━━━ Data under study ━━━
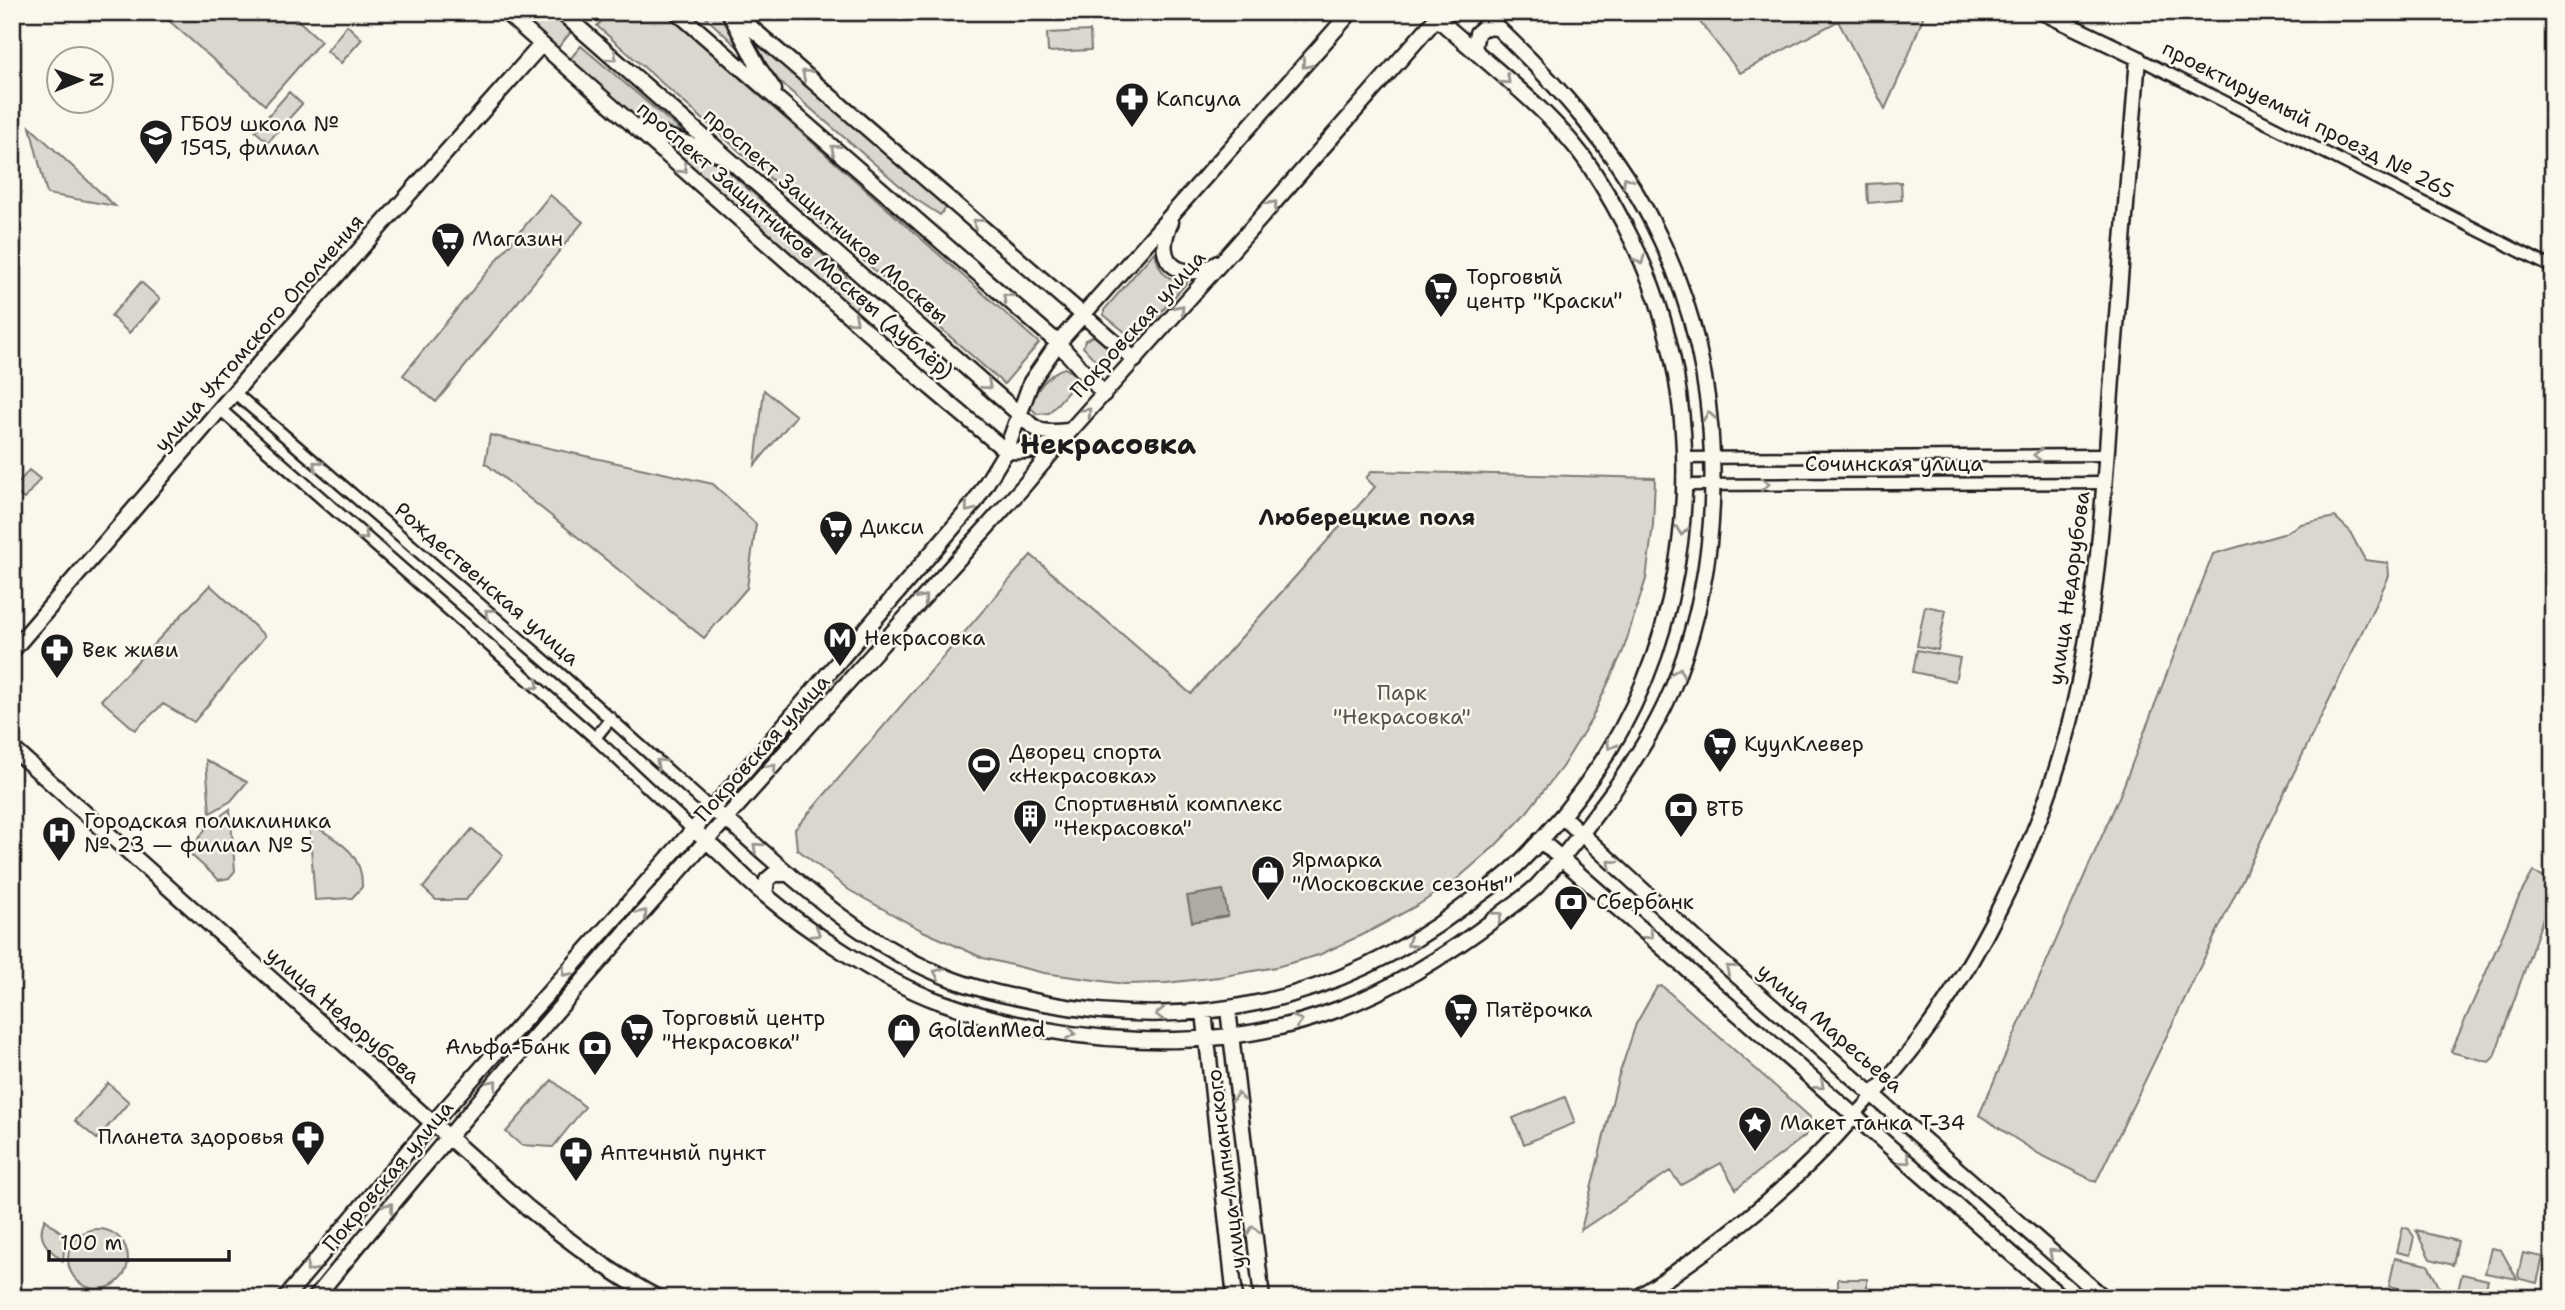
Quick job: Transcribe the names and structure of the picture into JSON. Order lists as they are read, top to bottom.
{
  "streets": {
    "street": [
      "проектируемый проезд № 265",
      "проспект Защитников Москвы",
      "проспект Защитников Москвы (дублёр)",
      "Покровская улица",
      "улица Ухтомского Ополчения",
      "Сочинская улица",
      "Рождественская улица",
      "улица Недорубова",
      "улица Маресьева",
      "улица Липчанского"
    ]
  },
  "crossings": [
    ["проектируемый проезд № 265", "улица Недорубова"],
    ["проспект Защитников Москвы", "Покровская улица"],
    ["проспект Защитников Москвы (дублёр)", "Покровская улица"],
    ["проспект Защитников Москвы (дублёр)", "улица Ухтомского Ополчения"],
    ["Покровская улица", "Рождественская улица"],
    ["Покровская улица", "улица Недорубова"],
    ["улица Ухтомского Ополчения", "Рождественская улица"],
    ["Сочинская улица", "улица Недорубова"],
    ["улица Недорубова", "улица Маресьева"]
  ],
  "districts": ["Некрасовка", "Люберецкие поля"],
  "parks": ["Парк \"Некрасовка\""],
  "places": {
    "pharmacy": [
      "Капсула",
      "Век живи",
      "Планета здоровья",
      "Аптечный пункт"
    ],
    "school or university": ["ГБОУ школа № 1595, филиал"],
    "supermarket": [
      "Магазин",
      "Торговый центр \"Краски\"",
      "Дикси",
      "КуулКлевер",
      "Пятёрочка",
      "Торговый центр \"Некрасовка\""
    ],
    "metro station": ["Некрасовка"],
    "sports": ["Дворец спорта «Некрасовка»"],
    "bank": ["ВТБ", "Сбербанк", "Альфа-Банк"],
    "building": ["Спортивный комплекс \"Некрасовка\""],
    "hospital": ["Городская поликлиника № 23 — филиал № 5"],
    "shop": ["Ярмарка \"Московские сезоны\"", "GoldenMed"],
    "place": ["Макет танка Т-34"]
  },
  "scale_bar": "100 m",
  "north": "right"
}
━━━
** What is required **
Leave out the pictures and return the rest of the records exactly.

** Answer for this exercise **
Quick job: Transcribe the names and structure of the picture into JSON. Order lists as they are read, top to bottom.
{
  "streets": {
    "street": [
      "проектируемый проезд № 265",
      "проспект Защитников Москвы",
      "проспект Защитников Москвы (дублёр)",
      "Покровская улица",
      "улица Ухтомского Ополчения",
      "Сочинская улица",
      "Рождественская улица",
      "улица Недорубова",
      "улица Маресьева",
      "улица Липчанского"
    ]
  },
  "crossings": [
    ["проектируемый проезд № 265", "улица Недорубова"],
    ["проспект Защитников Москвы", "Покровская улица"],
    ["проспект Защитников Москвы (дублёр)", "Покровская улица"],
    ["проспект Защитников Москвы (дублёр)", "улица Ухтомского Ополчения"],
    ["Покровская улица", "Рождественская улица"],
    ["Покровская улица", "улица Недорубова"],
    ["улица Ухтомского Ополчения", "Рождественская улица"],
    ["Сочинская улица", "улица Недорубова"],
    ["улица Недорубова", "улица Маресьева"]
  ],
  "districts": ["Некрасовка", "Люберецкие поля"],
  "parks": ["Парк \"Некрасовка\""],
  "places": {
    "pharmacy": [
      "Капсула",
      "Век живи",
      "Планета здоровья",
      "Аптечный пункт"
    ],
    "school or university": ["ГБОУ школа № 1595, филиал"],
    "supermarket": [
      "Магазин",
      "Торговый центр \"Краски\"",
      "Дикси",
      "КуулКлевер",
      "Пятёрочка",
      "Торговый центр \"Некрасовка\""
    ],
    "metro station": ["Некрасовка"],
    "sports": ["Дворец спорта «Некрасовка»"],
    "bank": ["ВТБ", "Сбербанк", "Альфа-Банк"],
    "building": ["Спортивный комплекс \"Некрасовка\""],
    "hospital": ["Городская поликлиника № 23 — филиал № 5"],
    "shop": ["Ярмарка \"Московские сезоны\"", "GoldenMed"],
    "place": ["Макет танка Т-34"]
  },
  "scale_bar": "100 m",
  "north": "right"
}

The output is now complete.